» **What to do**: Could you reproduce, from the records below, everything from the line with "border:15px solid #d22;" down to the line with "display:flex; justify-content:space-between; align-items:center;", keeping both of those lines and changing nothing?

§ §

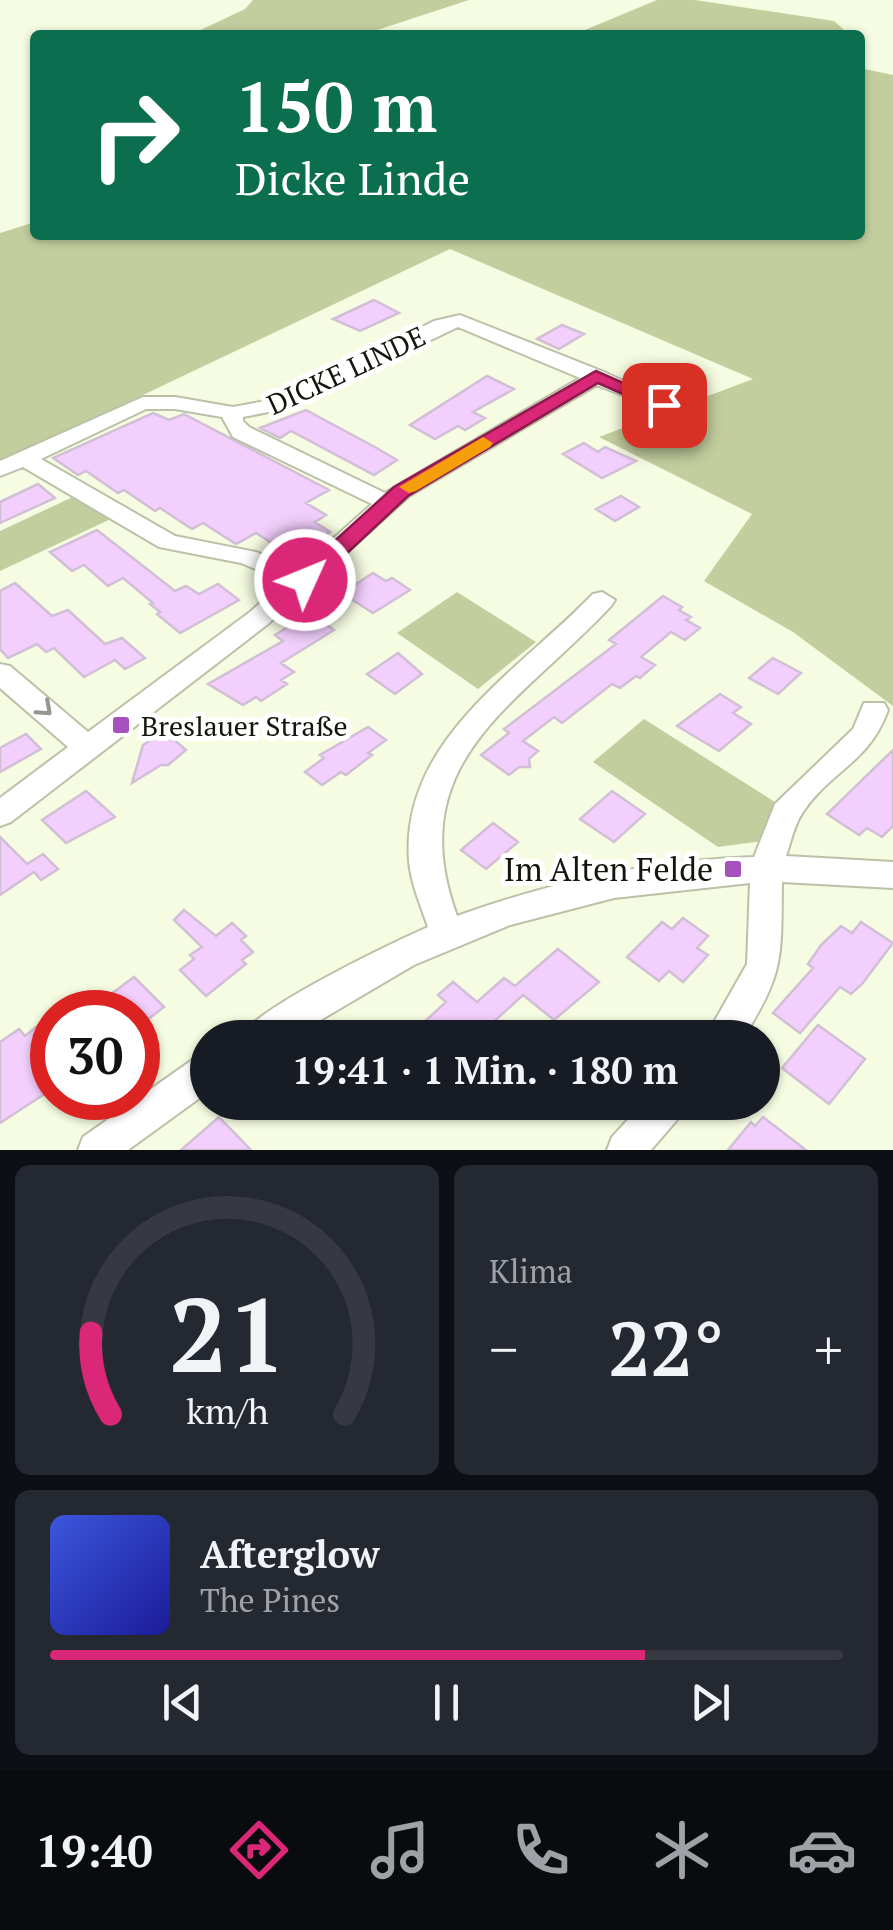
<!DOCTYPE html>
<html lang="de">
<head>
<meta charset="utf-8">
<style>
	body { margin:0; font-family:"PT Serif",serif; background:#242831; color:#f1f3f6; height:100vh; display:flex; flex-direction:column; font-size:38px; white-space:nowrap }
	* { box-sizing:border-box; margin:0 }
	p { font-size:32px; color:#9ea1a6 }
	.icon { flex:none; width:55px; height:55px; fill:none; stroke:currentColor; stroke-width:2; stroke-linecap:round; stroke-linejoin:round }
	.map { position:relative; height:1150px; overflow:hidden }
	.details { display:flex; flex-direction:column; gap:15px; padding:15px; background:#0d0f14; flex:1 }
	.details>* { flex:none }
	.top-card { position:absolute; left:30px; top:30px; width:835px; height:210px; border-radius:10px; box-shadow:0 2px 8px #0004; background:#0b6e4f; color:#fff; overflow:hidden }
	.speed { position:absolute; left:30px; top:990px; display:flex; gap:20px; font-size:50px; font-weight:700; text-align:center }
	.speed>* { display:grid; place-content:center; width:130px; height:130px; border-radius:50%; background:#171b24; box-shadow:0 2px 8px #0004; line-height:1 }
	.speed .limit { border:15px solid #d22; background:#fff; color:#111 }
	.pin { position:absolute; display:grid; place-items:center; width:85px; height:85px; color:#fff; margin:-42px; border-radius:20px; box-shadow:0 5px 15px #0006 }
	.me { position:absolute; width:110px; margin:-55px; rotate:46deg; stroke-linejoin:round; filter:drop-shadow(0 0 8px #0008) }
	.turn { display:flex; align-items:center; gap:35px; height:210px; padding:0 40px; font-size:45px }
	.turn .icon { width:130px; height:130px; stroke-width:2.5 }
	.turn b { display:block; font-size:70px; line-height:85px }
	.big { font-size:75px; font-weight:800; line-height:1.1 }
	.details .widget { flex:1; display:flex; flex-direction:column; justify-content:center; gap:15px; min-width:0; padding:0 35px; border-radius:15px; background:#242831 }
	.details .dial { align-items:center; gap:0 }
	.dial svg { height:260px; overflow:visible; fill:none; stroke:#363941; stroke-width:7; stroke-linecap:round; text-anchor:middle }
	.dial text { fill:#f1f3f6; stroke:none }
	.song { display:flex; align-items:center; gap:30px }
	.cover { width:120px; height:120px; border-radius:15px; background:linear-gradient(135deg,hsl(230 70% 55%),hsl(240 70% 35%)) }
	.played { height:10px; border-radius:5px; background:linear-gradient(90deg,#db2777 75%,#363941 75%) }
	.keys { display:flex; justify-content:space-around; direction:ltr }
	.heat { display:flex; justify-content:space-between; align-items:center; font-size:55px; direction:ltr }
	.details .tiles { flex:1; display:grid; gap:15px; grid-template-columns:1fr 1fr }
	.widget:last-child { grid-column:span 2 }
	.trip { position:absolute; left:190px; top:1020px; width:590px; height:100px; border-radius:50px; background:#171b24; box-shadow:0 2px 8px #0004; font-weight:800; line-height:100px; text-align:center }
	.tab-bar { display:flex; height:160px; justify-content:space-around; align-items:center; background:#090b0e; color:#9ea1a6 }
	.tab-bar .icon { width:70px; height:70px }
	.tab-bar .active { color:#db2777 }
	.tab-bar b { font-size:45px; color:#f1f3f6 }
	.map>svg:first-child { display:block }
	.green { fill:#c3ce9e }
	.building { fill:#f2cffc; stroke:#d1bfd6; stroke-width:2.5 }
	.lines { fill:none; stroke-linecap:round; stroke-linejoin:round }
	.street-casing { stroke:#bac1a7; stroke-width:4 }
	.street { fill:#fff; fill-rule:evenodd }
	.oneway { stroke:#959692 }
	.route { fill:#db2777; stroke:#8e194d; stroke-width:2.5 }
	.slow { fill:#f59e0b }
	.poi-dot { fill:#a751be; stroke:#fff; stroke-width:4 }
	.labels { text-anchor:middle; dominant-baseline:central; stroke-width:10; stroke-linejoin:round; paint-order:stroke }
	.street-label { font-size:28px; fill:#14160d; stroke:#fff }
	.poi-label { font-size:28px; fill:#14160d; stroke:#fff; text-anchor:start }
	.near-poi-label { font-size:32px; fill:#14160d; stroke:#fff; text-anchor:end }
</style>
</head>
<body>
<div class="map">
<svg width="893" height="1150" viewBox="0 0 893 1150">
	<rect width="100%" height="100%" fill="#f5fce1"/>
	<path class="green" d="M253,0h216l-107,35h-172l55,-26z
		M657,0h38l139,21 16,14h-277z
		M860,68l33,7v631l-100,-74 -89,-51 48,-67 -153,-77 154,-58 -303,-130 -450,214v-230l35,-11v13h825z
		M75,496l38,22 -113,53v-40z
		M457,592l79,50 -58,47 -81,-56z
		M644,719l134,85 -15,37 -45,6 -125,-85z"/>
	<path class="building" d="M374,300l25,13 -39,18 -27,-12z
		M562,325l22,9 -25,15 -22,-10z
		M487,376l27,13 -41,23 12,6 -20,12 -7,-4 -23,13 -25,-14z
		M306,410l67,36 24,14 -23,15 -83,-44 -11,7 -20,-10z
		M153,413l16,7 15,-6 145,76 -23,13 20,12 -11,7 15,10 -40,23 -34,-22 -20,11 -33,-21 -11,6 -32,-21 -5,3 -31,-21 -6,3 -32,-22 -8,4 -25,-17z
		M584,443l14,9 7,-5 31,14 -34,17 -39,-24z
		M38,484l17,14 -55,25v-21z
		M621,496l18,11 -24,14 -19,-12z
		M97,530l78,61 11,-5 13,8 19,-10 21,16 -59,33 -23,-19 3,-2 -10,-8 3,-1 -30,-25 -15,8 -24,-21 -12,6 -22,-19z
		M373,573l13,8 6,-3 18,12 -37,23 -31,-20z
		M15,583l37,33 16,-6 37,34 17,-6 23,20 -20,11 -10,-9 -31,17 -30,-29 -8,4 -9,-8 -29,14 -8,-9v-58z
		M663,596l19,11 -3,3 12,7 -5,3 14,8 -15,12 -14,-8 -30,25 14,8 -15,13 -4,-2 -16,12 -8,-4 -50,39 -8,-6 -31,24 15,10 -9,8 1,8h-11l-10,8 -28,-20 28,-22 -5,-4 112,-85 -7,-4z
		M310,613l24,17 -53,33 13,9 -13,8 6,4 -26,17 -5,-4 -13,8 -35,-21 75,-43 -8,-6z
		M398,653l24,21 -27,20 -28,-20z
		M773,658l28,15 -23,21 -29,-16z
		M720,694l21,13 -8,6 18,11 -32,27 -42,-25z
		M368,727l18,13 -18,13 4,2 -26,20 -5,-3 -19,13 -17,-13 19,-14 -4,-3z
		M164,731l22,19 -18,15h-7l-29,18 11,-38z
		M26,734l15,15 -41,23v-24z
		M893,750v76l-11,11 -15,-9 -8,7 -32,-21z
		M86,791l29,26 -49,26 -24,-23z
		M612,791l33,23 -31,28 -34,-23z
		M493,823l25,19 -32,27 -25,-19z
		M0,837l27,27 16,-10 15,15 -17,11 -7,-8 -34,23z
		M184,910l32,26 16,-13 14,13 -5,4 12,12 -11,8 4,4 -40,32 -26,-26 14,-11 -4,-4 12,-8 -28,-27z
		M683,918l25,18 -11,12 11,7 -25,27 -14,-11 -10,10 -32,-24 35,-35 10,7z
		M861,922l32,21 -31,41 -11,10 -11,-7 -40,46 -27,-20 40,-45 -5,-4 13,-19 20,-19 11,7z
		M558,949l41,33 -45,38 -31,-25 -47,43h-69l39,-36 -8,-7 15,-13 24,20 27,-24 11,8z
		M134,977l30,30 -26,20v-15h-51z
		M818,1025l47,34 -36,45 -47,-36z
		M36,1027l8,10 8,-6v58l-52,34v-81l19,-13 6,7z
		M219,1117l32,33h-70z
		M763,1117l43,33h-78l23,-28 4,4z"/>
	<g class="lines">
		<g class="street-casing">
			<path id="street" d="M460,315l144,57 71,33 -4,4h-14l-60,-24 -188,111 -141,128 -257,198 -11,4v-28l68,-51 -68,-59v-24l10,2 78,66 162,-120 35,-31 -44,-18 -82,-16 -136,-80 -23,9v-15l143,-64h32l58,10 43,-8 158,-78zM458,327l122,51 -195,115 -136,-66 -6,-6v-4l46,-9zM146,409h29l47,8 11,20 139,67 -73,65 -43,-17 -81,-16 -134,-77z
				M602,592l13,8 -4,6c-92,99 -211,154 -154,310 97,-35 195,-56 297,-59l21,-53 78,-75 11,-26h20l4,7c-19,53 -57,60 -85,102 -9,13 -12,30 -17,44l107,6v26l-111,-6c-1,75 3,90 -39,156h-38l42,-74 3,-81 -136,15 -104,27 -96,40 -124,73h-50c13,-29 154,-96 188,-111 -7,-21 -17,-43 -19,-66 -9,-121 110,-190 184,-267z
				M208,1053v39l-80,58h-50l5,-13 112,-79z
				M644,1102h43l-5,12 -31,36h-44l5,-13z"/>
		</g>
		<use href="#street" class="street"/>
	</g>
	<defs><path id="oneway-chevron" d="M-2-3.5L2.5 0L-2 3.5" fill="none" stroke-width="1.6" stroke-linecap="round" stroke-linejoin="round" transform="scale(2.5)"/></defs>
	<use class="oneway" href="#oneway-chevron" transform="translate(45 709) rotate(42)"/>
	<path class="route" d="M596,371l77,34 -3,4h-13l-59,-26 -190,113 -95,89h-16l-3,-5 3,-5 97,-88z"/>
	<path class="slow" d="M483,437l10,6 -3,4 -74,44 -7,2 -10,-6z"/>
	<g class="poi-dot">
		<rect x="111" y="715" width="20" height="20" rx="5"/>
		<rect x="723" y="859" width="20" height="20" rx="5"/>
	</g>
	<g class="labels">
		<g class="street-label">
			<text transform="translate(346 370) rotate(-25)">DICKE LINDE</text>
		</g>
		<g class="poi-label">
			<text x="141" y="725">Breslauer Straße</text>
		</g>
		<g class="near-poi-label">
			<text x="713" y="869">Im Alten Felde</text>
		</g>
	</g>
</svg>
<div class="speed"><div class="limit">30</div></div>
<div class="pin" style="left:664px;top:405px;background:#d93025"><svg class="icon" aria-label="arrive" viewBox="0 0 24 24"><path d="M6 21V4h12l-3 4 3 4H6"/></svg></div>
<svg class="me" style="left:305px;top:580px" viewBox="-20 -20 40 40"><circle r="17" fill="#db2777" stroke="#fff" stroke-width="3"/><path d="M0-11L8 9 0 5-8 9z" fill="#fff"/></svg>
<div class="trip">19:41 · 1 Min. · 180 m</div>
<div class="top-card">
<div class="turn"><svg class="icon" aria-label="right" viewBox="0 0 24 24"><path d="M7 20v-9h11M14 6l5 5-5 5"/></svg><div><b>150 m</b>Dicke Linde</div></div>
</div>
</div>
<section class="details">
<div class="tiles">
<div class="widget dial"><svg viewBox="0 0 100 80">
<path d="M14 69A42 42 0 1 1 86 69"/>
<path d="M14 69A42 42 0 0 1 8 44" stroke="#db2777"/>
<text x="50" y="56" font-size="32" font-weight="700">21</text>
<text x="50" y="72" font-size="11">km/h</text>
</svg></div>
<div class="widget"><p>Klima</p>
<div class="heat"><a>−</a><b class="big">22°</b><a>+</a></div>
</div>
<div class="widget">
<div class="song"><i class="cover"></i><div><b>Afterglow</b><p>The Pines</p></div></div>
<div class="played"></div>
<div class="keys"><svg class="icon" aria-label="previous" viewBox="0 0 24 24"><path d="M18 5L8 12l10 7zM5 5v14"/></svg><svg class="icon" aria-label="pause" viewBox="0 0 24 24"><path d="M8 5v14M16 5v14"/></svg><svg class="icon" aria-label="next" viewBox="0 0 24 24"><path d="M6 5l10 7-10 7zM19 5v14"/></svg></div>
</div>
</div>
</section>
<nav class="tab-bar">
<b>19:40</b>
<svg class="icon active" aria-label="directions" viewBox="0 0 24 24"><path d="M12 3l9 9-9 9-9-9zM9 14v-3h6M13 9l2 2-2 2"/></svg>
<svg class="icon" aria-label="music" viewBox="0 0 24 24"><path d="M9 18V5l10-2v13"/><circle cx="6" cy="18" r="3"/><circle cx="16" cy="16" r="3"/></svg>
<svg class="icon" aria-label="phone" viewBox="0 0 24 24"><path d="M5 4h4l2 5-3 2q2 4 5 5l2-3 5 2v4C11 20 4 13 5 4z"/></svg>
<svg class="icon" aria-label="climate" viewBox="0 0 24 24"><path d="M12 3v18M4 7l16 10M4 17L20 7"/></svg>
<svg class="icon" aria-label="car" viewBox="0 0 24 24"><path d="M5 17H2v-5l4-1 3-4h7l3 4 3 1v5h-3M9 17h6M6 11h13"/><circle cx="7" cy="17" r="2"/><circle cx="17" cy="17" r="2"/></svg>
</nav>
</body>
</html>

§ §

» **Output of the task**:
	.speed .limit { border:15px solid #d22; background:#fff; color:#111 }
	.pin { position:absolute; display:grid; place-items:center; width:85px; height:85px; color:#fff; margin:-42px; border-radius:20px; box-shadow:0 5px 15px #0006 }
	.me { position:absolute; width:110px; margin:-55px; rotate:46deg; stroke-linejoin:round; filter:drop-shadow(0 0 8px #0008) }
	.turn { display:flex; align-items:center; gap:35px; height:210px; padding:0 40px; font-size:45px }
	.turn .icon { width:130px; height:130px; stroke-width:2.5 }
	.turn b { display:block; font-size:70px; line-height:85px }
	.big { font-size:75px; font-weight:800; line-height:1.1 }
	.details .widget { flex:1; display:flex; flex-direction:column; justify-content:center; gap:15px; min-width:0; padding:0 35px; border-radius:15px; background:#242831 }
	.details .dial { align-items:center; gap:0 }
	.dial svg { height:260px; overflow:visible; fill:none; stroke:#363941; stroke-width:7; stroke-linecap:round; text-anchor:middle }
	.dial text { fill:#f1f3f6; stroke:none }
	.song { display:flex; align-items:center; gap:30px }
	.cover { width:120px; height:120px; border-radius:15px; background:linear-gradient(135deg,hsl(230 70% 55%),hsl(240 70% 35%)) }
	.played { height:10px; border-radius:5px; background:linear-gradient(90deg,#db2777 75%,#363941 75%) }
	.keys { display:flex; justify-content:space-around; direction:ltr }
	.heat { display:flex; justify-content:space-between; align-items:center; font-size:55px; direction:ltr }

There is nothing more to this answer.